Of Refugees and Lands Surrendered to Winter

Midwestern people retreat from winter to the south and west, and by the time they reach Florida or SoCal or Hawaii they are pretty well thawed out and the defeat has left their bodies.

Here in Salvation Point, though, the average high this time of year is 54 degrees. That puts us a little closer to the front both in terms of geography and climate. We are not in the thick of it – no snow cover, no frost advisory – but close enough to the Occupied Territory that when people get here the scars of winter are fresh. We are a halfway house, a field hospital where warriors of the cold begin to heal.

They come from places like Milwaukee, Dubuque or Omaha. Places where this year Cold means the kind that makes the hair in your nose recoil and where Snow means a crackling gray-black mass of sorrow that will remain on the lawn – quite unfashionably – past Memorial Day.

They are not from the Northeast, where people are comforted by a sympathetic media that makes big news from each snow event and wind chill warning, as long as it occurs on EST. They are from the Midwest where it is just as cold and maybe not as snowy but they understand that unless you live there, you don’t care. They just battle on in flyover country and when they have had enough, they take the train west.


Two such trains arrive every day in Salvation Point, and judging by the hollow eyes and slumped, parka-covered shoulders, things aren’t going well. So many refugees have arrived here we wonder who is left to hold the fort.

The doors of the Amtrak Superliners whoosh open and the dark forms stream out, and to them 54 degrees is heaven. They shed heavy coats dappled with salt residue and hurl them to the curb, kicking giant boots after them. Other items are discarded more reluctantly – nobody is sure what their hair looks like anymore so hats stay firmly in place, flaps down.

They gather in little groups and share stories of heroic episodes with snowblowers. They count the schooldays the kids have missed due to cold and snow, and try to calculate the makeup days and when summer vacation will actually start. (August.)

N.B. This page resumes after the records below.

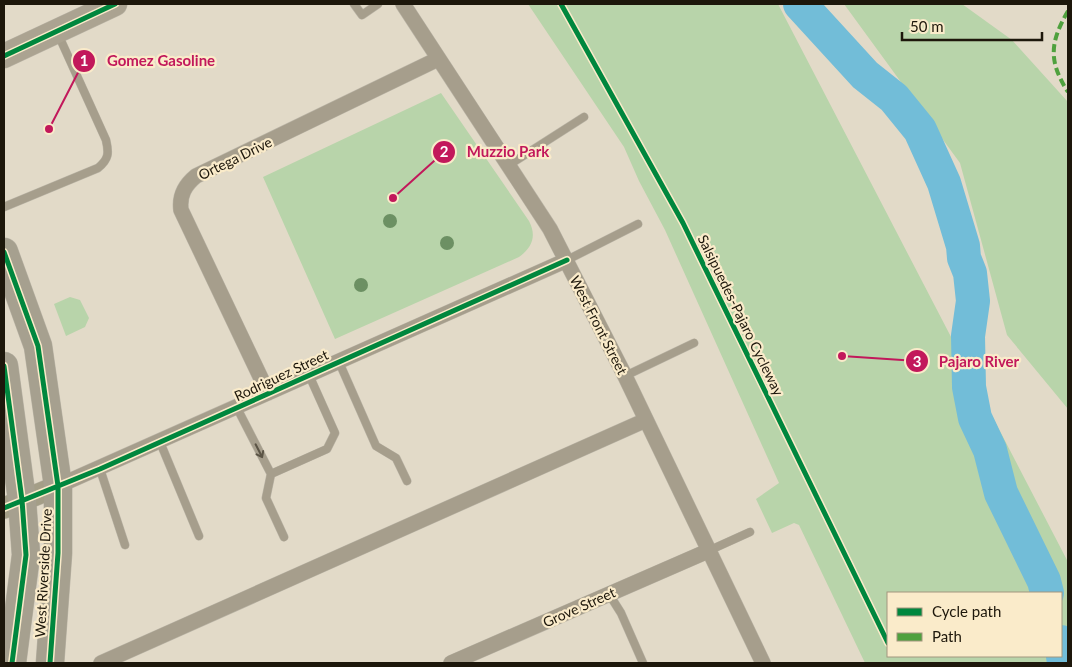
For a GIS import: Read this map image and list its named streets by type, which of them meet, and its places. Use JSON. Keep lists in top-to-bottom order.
{
  "streets": {
    "highway": ["West Riverside Drive"],
    "street": [
      "Ortega Drive",
      "West Front Street",
      "Rodriguez Street",
      "Grove Street"
    ],
    "cycle path": ["Salsipuedes-Pajaro Cycleway"]
  },
  "crossings": [
    ["Ortega Drive", "West Front Street"],
    ["Ortega Drive", "Rodriguez Street"],
    ["West Front Street", "Rodriguez Street"],
    ["West Front Street", "Grove Street"],
    ["Rodriguez Street", "West Riverside Drive"]
  ],
  "places": ["Gomez Gasoline", "Muzzio Park", "Pajaro River"],
  "legend": ["Cycle path", "Path"],
  "scale_bar": "50 m"
}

They chronicle the erosion of their will to fight. December snow is cleared enthusiastically – snowblower first, then the fine trim with a shovel, a good spreading of salt and finally around with the roof rake to prevent ice dams. Snow in early March gets driven over. The roof rake got left out sometime around MLK day and is now entombed under 18 inches of ice and the dams are well formed anyway so it’s better to just stay inside.

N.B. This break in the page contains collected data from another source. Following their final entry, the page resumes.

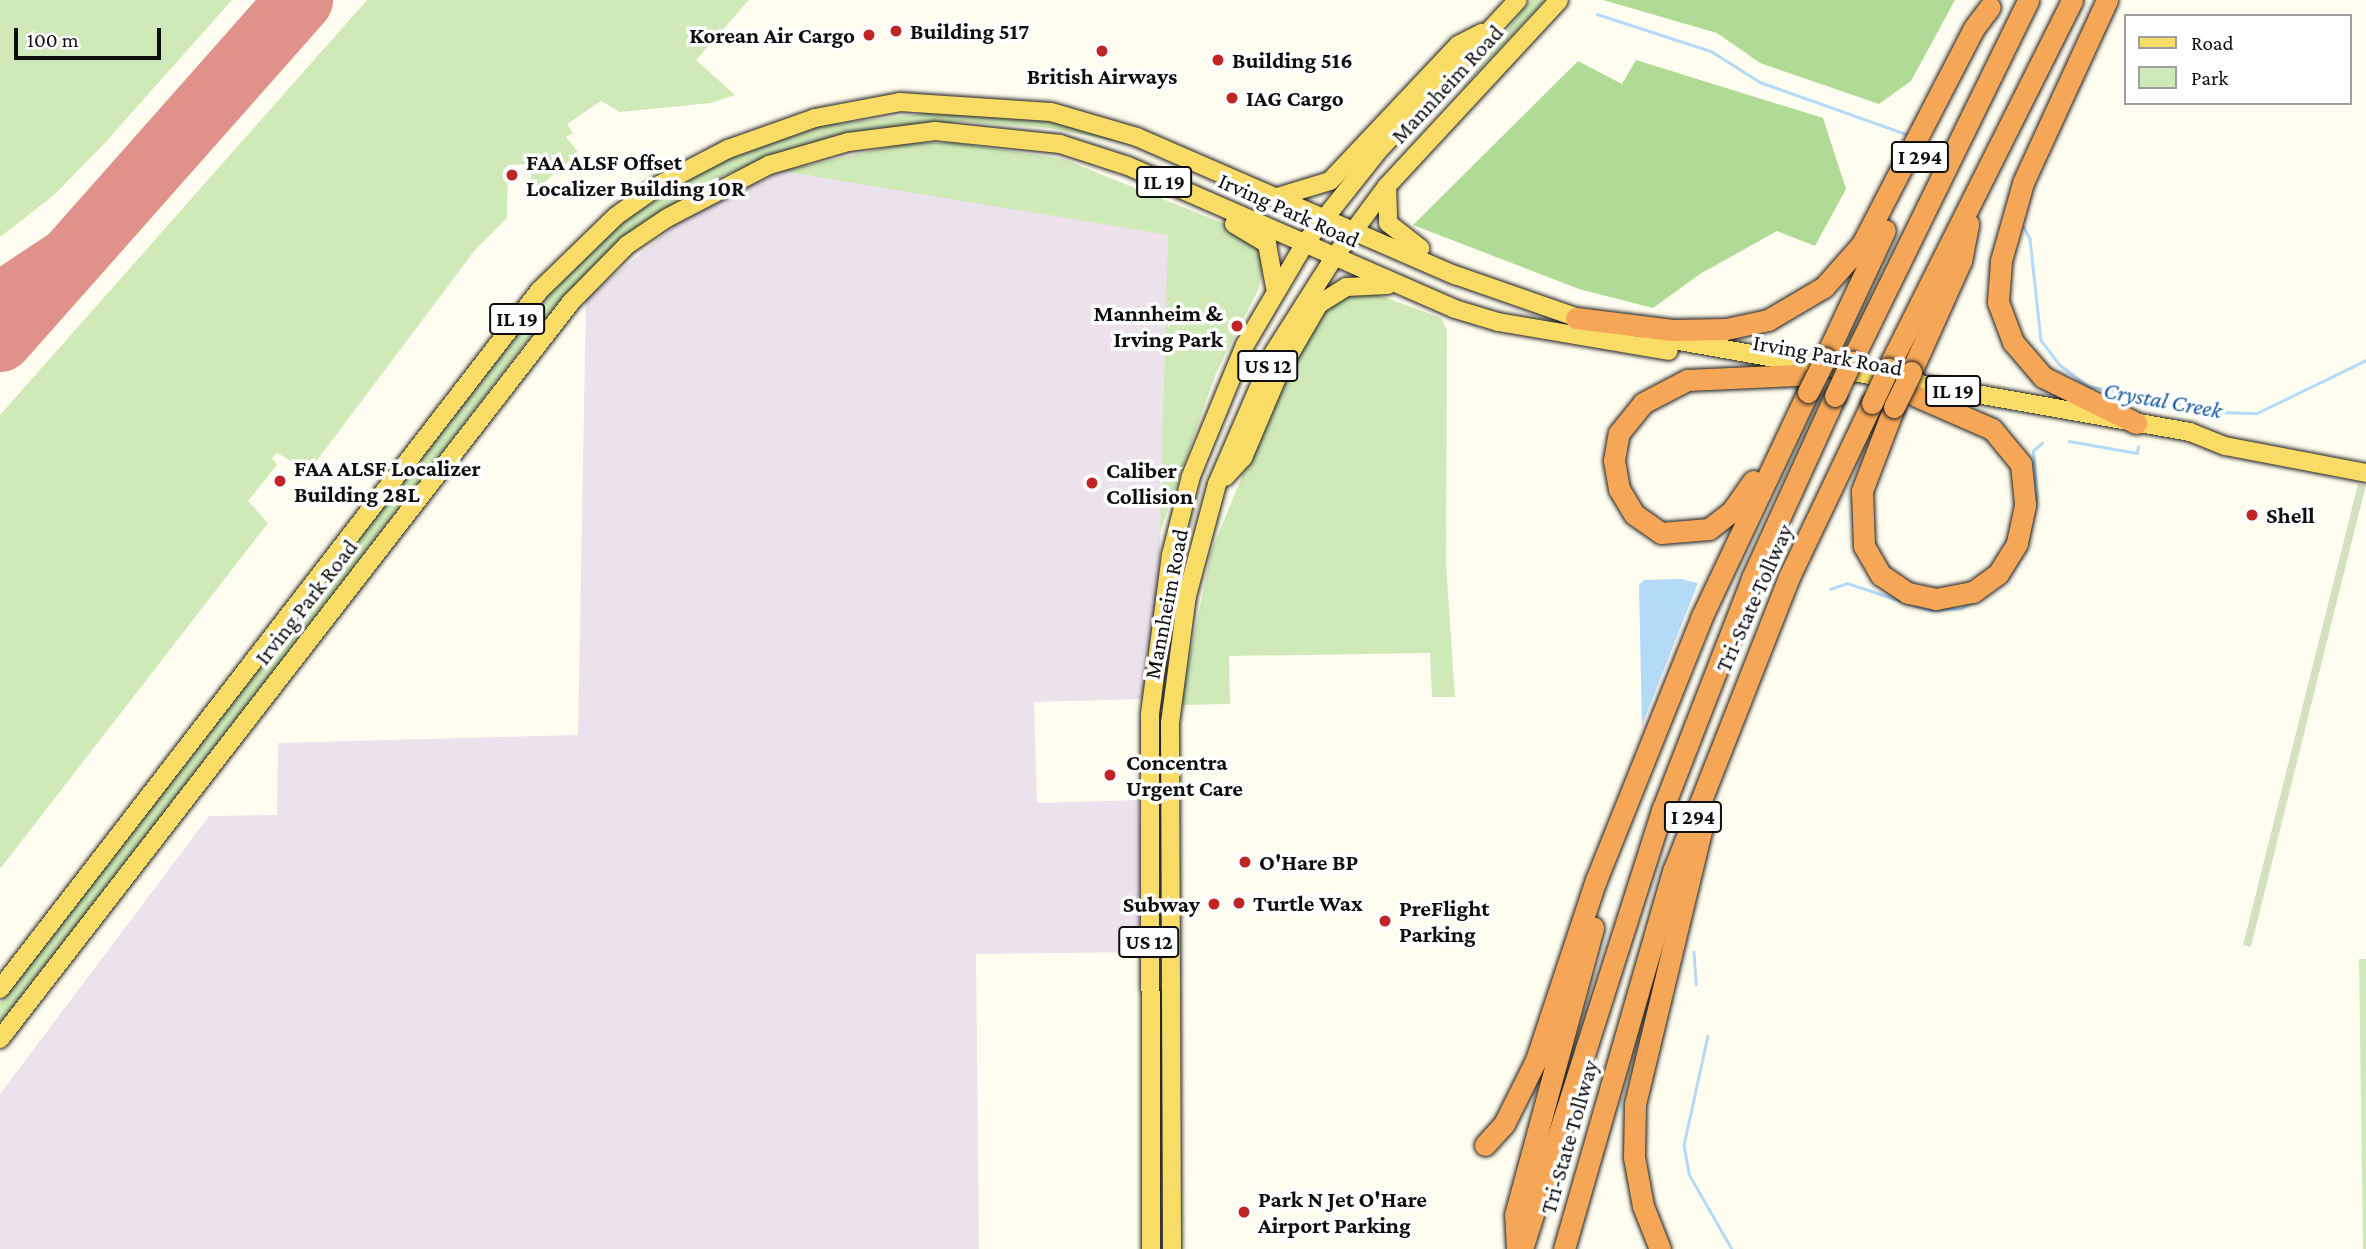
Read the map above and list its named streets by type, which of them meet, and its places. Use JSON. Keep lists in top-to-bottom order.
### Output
{
  "streets": {
    "highway": ["I 294", "Tri-State Tollway"],
    "main road": [
      "Mannheim Road",
      "IL 19",
      "Irving Park Road",
      "US 12"
    ]
  },
  "crossings": [
    ["Mannheim Road", "Irving Park Road"],
    ["I 294", "Irving Park Road"],
    ["I 294", "Tri-State Tollway"]
  ],
  "water": ["Crystal Creek"],
  "places": [
    "Building 517",
    "Korean Air Cargo",
    "British Airways",
    "Building 516",
    "IAG Cargo",
    "FAA ALSF Offset Localizer Building 10R",
    "Mannheim & Irving Park",
    "FAA ALSF Localizer Building 28L",
    "Caliber Collision",
    "Shell",
    "Concentra Urgent Care",
    "O'Hare BP",
    "Turtle Wax",
    "Subway",
    "PreFlight Parking",
    "Park N Jet O'Hare Airport Parking"
  ],
  "legend": ["Road", "Park"],
  "scale_bar": "100 m"
}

Like veterans who have shared combat, they won’t talk about the worst of it. They just exchange knowing glances and look timidly up at the sun as though they expect it to wink out at any moment and plunge the temps back under zero.

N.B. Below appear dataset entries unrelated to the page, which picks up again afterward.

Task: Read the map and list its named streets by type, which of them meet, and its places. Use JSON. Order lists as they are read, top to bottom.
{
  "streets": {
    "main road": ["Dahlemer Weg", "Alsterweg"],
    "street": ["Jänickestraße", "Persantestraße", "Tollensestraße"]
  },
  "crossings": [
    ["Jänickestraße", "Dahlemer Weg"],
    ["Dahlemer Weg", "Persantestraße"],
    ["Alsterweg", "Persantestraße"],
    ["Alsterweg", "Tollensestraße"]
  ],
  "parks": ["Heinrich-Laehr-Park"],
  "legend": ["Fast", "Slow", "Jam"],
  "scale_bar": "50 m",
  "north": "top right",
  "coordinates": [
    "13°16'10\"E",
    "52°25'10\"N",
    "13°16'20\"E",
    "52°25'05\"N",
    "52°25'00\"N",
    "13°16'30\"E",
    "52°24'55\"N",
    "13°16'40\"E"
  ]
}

Re-acclimating to a state where water can exist in liquid form outdoors is a lengthy process. They come around slowly – a kid tosses a Frisbee, another looks on until his mother coaxes him out from under her coat to retrieve it. Small steps, a little more pale flesh exposed every few minutes until they are in shirtsleeves.

A day or two here and then on to San Diego for a week, maybe from there a cruise to Cabo, and in time they are restored.

The Midwest is vital to the nation for the amber waves of grain, the Great Lakes, the hearty people who know how to get things done. But holding the territory against an onslaught so vicious as this winter comes at a staggering cost. We need spring soon, or the Heartland may be lost.